Per il momento, frate Francis era troppo debole per insistere in qualsiasi cosa.
4
— Avete fatto bene — brontolò alla fine l'abate. Aveva camminato lentamente avanti e indietro nel suo studio per circa cinque minuti; la sua larga faccia da contadino aveva un serrato cipiglio muscolare, mentre Padre Cheroki se ne stava seduto nervosamente sull'orlo della sedia. L'abate non aveva pronunciato parola da quando Cheroki era entrato nella stanza, in risposta al suo invito; Cheroki sussultò lievemente quando l'Abate Arkos brontolò finalmente quelle parole.
— Avete fatto bene — disse ancora l'abate, fermandosi in mezzo alla stanza e guardando a occhi socchiusi il priore, che finalmente cominciò a rilassarsi. Era quasi mezzanotte e Arkos era stato sul punto di ritirarsi per dormire un paio d'ore prima del Mattutino e delle Laudi. Ancora umido e spettinato dopo una recente immersione nel barile che costituiva la sua vasca da bagno, a Cheroki sembrava un orso mannaro solo parzialmente trasformato in uomo. Indossava una veste di pelli di coyote, e l'unico segno del suo ufficio era la croce pettorale che riposava sul suo petto tra il pelo nero e lampeggiava, alla luce delle candele, ogni volta che l'abate si voltava verso la scrivania. I capelli umidi gli spiovevano sulla fronte; con la corta barbetta appuntita e le pelli di coyote sembrava, in quel momento, non tanto un prete quanto un comandante militare, pieno di repressa furia di battaglia dopo un recente combattimento. Padre Cheroki, che veniva da una schiatta baronale di Denver, aveva la tendenza a reagire formalmente alle facoltà ufficiali dell'altro, a parlare con cortesia davanti al simbolo del potere, senza permettersi di vedere l'uomo che lo portava, seguendo in questo le usanze di Corte in auge in molte epoche. Così, Padre Cheroki aveva sempre mantenuto rapporti formalmente cordiali con l'anello e la croce pettorale, con l'ufficio del suo abate, ma si permetteva di vedere il meno possibile di Arkos in quanto uomo. Questo era piuttosto difficile nelle circostanze attuali, poiché il Reverendo Padre Abate era uscito di fresco dal bagno e zampettava nello studio a piedi nudi. A quanto pareva, si era appena tagliato un callo, e aveva inciso troppo profondamente: uno degli alluci sanguinava. Cheroki cercava di non notarlo, ma si sentiva molto imbarazzato.

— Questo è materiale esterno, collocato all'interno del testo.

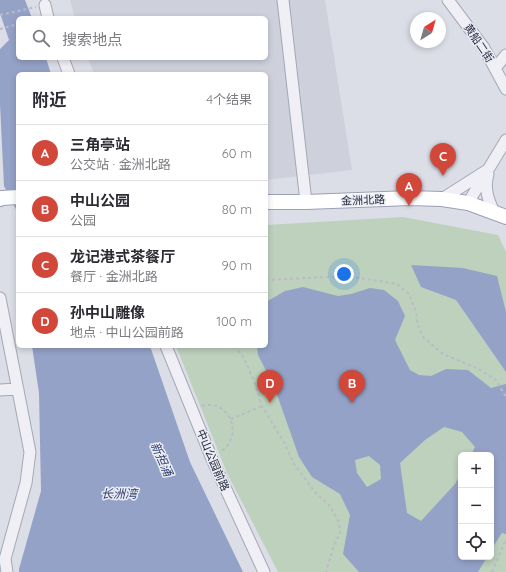 <!DOCTYPE html>
<html lang="zh">
<meta charset="utf-8">
<style>
body{margin:0;font-family:Quicksand,"Noto Sans SC",sans-serif;background:#f2f2f3;color:#2b2b33}
.controls{position:absolute;right:12px;bottom:12px;display:grid;overflow:hidden;border-radius:6px;box-shadow:0 2px 6px #0003}
.controls button{width:36px;height:36px;display:grid;place-items:center;padding:0;border:0;border-bottom:1px solid #e1e1e2;background:#fff;color:#2b2b33;font:20px sans-serif}
.compass{position:absolute;left:410px;top:12px;width:36px;height:36px;border-radius:50%;background:#fff;box-shadow:0 2px 6px #0003;rotate:37deg}
.you{position:absolute;left:344px;top:274px;width:14px;height:14px;margin:-10px;border:3px solid #fff;border-radius:50%;background:#1a73e8;box-shadow:0 0 0 6px #1a73e833}
.badge{display:grid;place-items:center;width:26px;height:26px;border-radius:50%;background:#d1483b;color:#fff;font-size:13px;font-weight:700}
.pin{position:absolute;translate:-50% -33px;filter:drop-shadow(0 1px 2px #0008)}
.pin::after{content:'';position:absolute;top:21px;width:14px;height:12px;background:inherit;clip-path:polygon(0 0,100% 0,50% 100%)}
.list{margin:0;padding:0;list-style:none}
h2{display:flex;justify-content:space-between;align-items:center;height:52px;margin:0;padding:0 16px;font-size:17px}
h2 small{font-size:13px;font-weight:400;color:#7c7c81}
.list li{display:grid;grid-template-columns:26px 1fr auto;gap:12px;align-items:center;box-sizing:border-box;height:56px;padding:0 16px;border-top:1px solid #e1e1e2}
.list b{display:block;font-size:15px;white-space:nowrap}
.list p{margin:0;font-size:13px;white-space:nowrap;color:#7c7c81}
.list em{font-size:13px;font-style:normal;color:#7c7c81}
.icon{flex:none;width:22px;height:22px;fill:none;stroke:currentColor;stroke-width:2;stroke-linecap:round;stroke-linejoin:round}
.map{position:relative;flex:none;width:506px;height:572px;overflow:hidden}
.search{position:absolute;background:#fff;box-shadow:0 2px 6px #0003;left:16px;top:16px;width:252px;height:44px;display:flex;align-items:center;gap:10px;box-sizing:border-box;padding:0 14px;border-radius:6px;color:#7c7c81;font-size:15px}
.panel{position:absolute;background:#fff;box-shadow:0 2px 6px #0003;left:16px;top:72px;width:252px;height:276px;border-radius:6px}
.map>svg:first-child{display:block}
</style>
<div class="map">
<svg width="506" height="572" viewBox="0 0 506 572">
<rect width="100%" height="100%" fill="#dcdee7"/>
<path fill="#ced0dc" d="M70 0H325L352 170 266 180V74H94L88 58H266V18H75Z"/>
<path fill="#bdd1bd" fill-rule="evenodd" d="M403 217 498 235 506 252V572H278L227 473 176 346H266V225ZM461 455H491V557H461Z"/>
<path fill="#95a2c8" fill-rule="evenodd" d="M0 0H25L32 18H18V58H46L51 74H18V213L4 186 0 104V49L9 40 0 13Z
M411 265 463 268 497 276 506 312V372L456 300 421 287Z
M303 287 338 296 351 294 370 288 384 290 398 301 405 316 395 340 410 370 419 375 431 376 446 369 468 370 491 388 506 384V534L502 533 491 550V455H471L475 447 462 432 444 427 425 440 400 463 407 513 421 521 455 484 461 473V557H487L478 572H359L343 554 350 515 340 494 312 477 299 457 274 386 258 355 257 346H266V302L285 291ZM369 456 380 465 381 479 367 487 357 473 355 460Z
M32 346H150L190 462 243 572H19V569L41 491 39 393Z"/>
<g fill="none" stroke-linecap="round" stroke-linejoin="round">
<g stroke="#a5a7b4" stroke-width="13">
<path id="minor" d="M283 0 306 202
M448 0 484 48 506 89
M45 5 48 18
M63 58 69 74
M496 67 506 55
M488 174C484 189 488 199 494 212
M442 199 486 171
M468 203 506 140
M0 298 30 452 26 483 5 559 7 572
M166 346 212 459 264 572
M0 390 18 389"/>
</g>
<g stroke="#9b9fb3" stroke-width="16">
<path id="major" d="M0 199 2 198 18 197
M266 202H306L410 198 442 199 468 203 506 217"/>
</g>
<path stroke="#babbc5" stroke-width="2" stroke-dasharray="3 3" stroke-linecap="butt" d="M0 15 36 7
M0 29 18 24
M266 280 328 277 361 278 397 284 409 294 416 311 418 326 423 337 443 354 479 369 496 380 506 397
M234 346 244 358 254 381 262 406 286 446 294 464 315 492 329 505 339 522 340 533 334 545 326 572
M202 406C228 398 246 435 220 452
M231 419 262 406
M492 572 506 539"/>
<use href="#minor" stroke="#efeff5" stroke-width="11"/>
<use href="#major" stroke="#fff" stroke-width="14"/>
</g>
<g text-anchor="middle" dominant-baseline="central" stroke-width="3" stroke-linejoin="round" paint-order="stroke">
<g font-size="11" fill="#25283d" stroke="#ebedf4">
<text transform="translate(479 43) rotate(56)">黄船二街</text>
<text transform="translate(363 200) rotate(-2)">金洲北路</text>
<text transform="translate(213 460) rotate(67)">中山公园前路</text>
</g>
<g font-size="12" font-style="italic" fill="#2f3d72" stroke="#ebedf4">
<text transform="translate(162 459) rotate(66)">新担涌</text>
<text x="119" y="493">长洲湾</text>
</g>
</g>
</svg>
<div class="controls">
<button>+</button>
<button>−</button>
<button><svg class="icon" aria-label="locate" viewBox="0 0 24 24"><circle cx="12" cy="12" r="6"/><path d="M12 2v4M12 18v4M2 12h4M18 12h4"/></svg></button>
</div>
<svg class="compass" viewBox="-18 -18 36 36"><path d="M0-13l5 13h-10z" fill="#e53935"/><path d="M0 13l5-13h-10z" fill="#7c7c81"/></svg>
<div class="you"></div>
<div class="pin badge" style="left:409px;top:206px">A</div>
<div class="pin badge" style="left:352px;top:403px">B</div>
<div class="pin badge" style="left:443px;top:176px">C</div>
<div class="pin badge" style="left:270px;top:403px">D</div>
<div class="search"><svg class="icon" aria-label="search" viewBox="0 0 24 24"><circle cx="10" cy="10" r="6"/><path d="M15 15l6 6"/></svg>搜索地点</div>
<section class="panel">
<h2>附近<small>4个结果</small></h2>
<ul class="list">
<li><span class="badge">A</span><div><b>三角亭站</b><p>公交站 · 金洲北路</p></div><em>60 m</em></li>
<li><span class="badge">B</span><div><b>中山公园</b><p>公园</p></div><em>80 m</em></li>
<li><span class="badge">C</span><div><b>龙记港式茶餐厅</b><p>餐厅 · 金洲北路</p></div><em>90 m</em></li>
<li><span class="badge">D</span><div><b>孙中山雕像</b><p>地点 · 中山公园前路</p></div><em>100 m</em></li>
</ul>
</section>
</div>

— Sapete di che cosa sto parlando? — grugnì impaziente Arkos.
Cheroki esitò. — Vi dispiacerebbe, Padre Abate, essere più specifico… nel caso che sia connesso con qualcosa che io posso avere udito soltanto in confessione?
— Ah? Oh! Bene, sono veramente sconvolto! Voi avete udito la sua confessione, l'avevo dimenticato. Bene, inducetelo a raccontarvi tutto di nuovo, in modo che possiate parlare… sebbene, lo sa il Cielo, ormai la voce si sia sparsa in tutta l'abbazia. No, non andate subito da lui. Parlerò con voi, e voi non rispondete se tocco un argomento coperto dal segreto della confessione. Avete visto quella roba? — L'Abate Arkos fece un cenno in direzione della scrivania su cui il contenuto della cassetta di frate Francis era stato rovesciato per essere esaminato.
Cheroki annuì, lentamente. — L'aveva lasciata cadere vicino alla strada, quando è svenuto. Io l'ho aiutato a raccogliere tutto, ma non l'ho guardata con molta attenzione.
— Bene, sapete che cosa pretende che sia?
Padre Cheroki distolse lo sguardo e mostrò di non aver udito la domanda.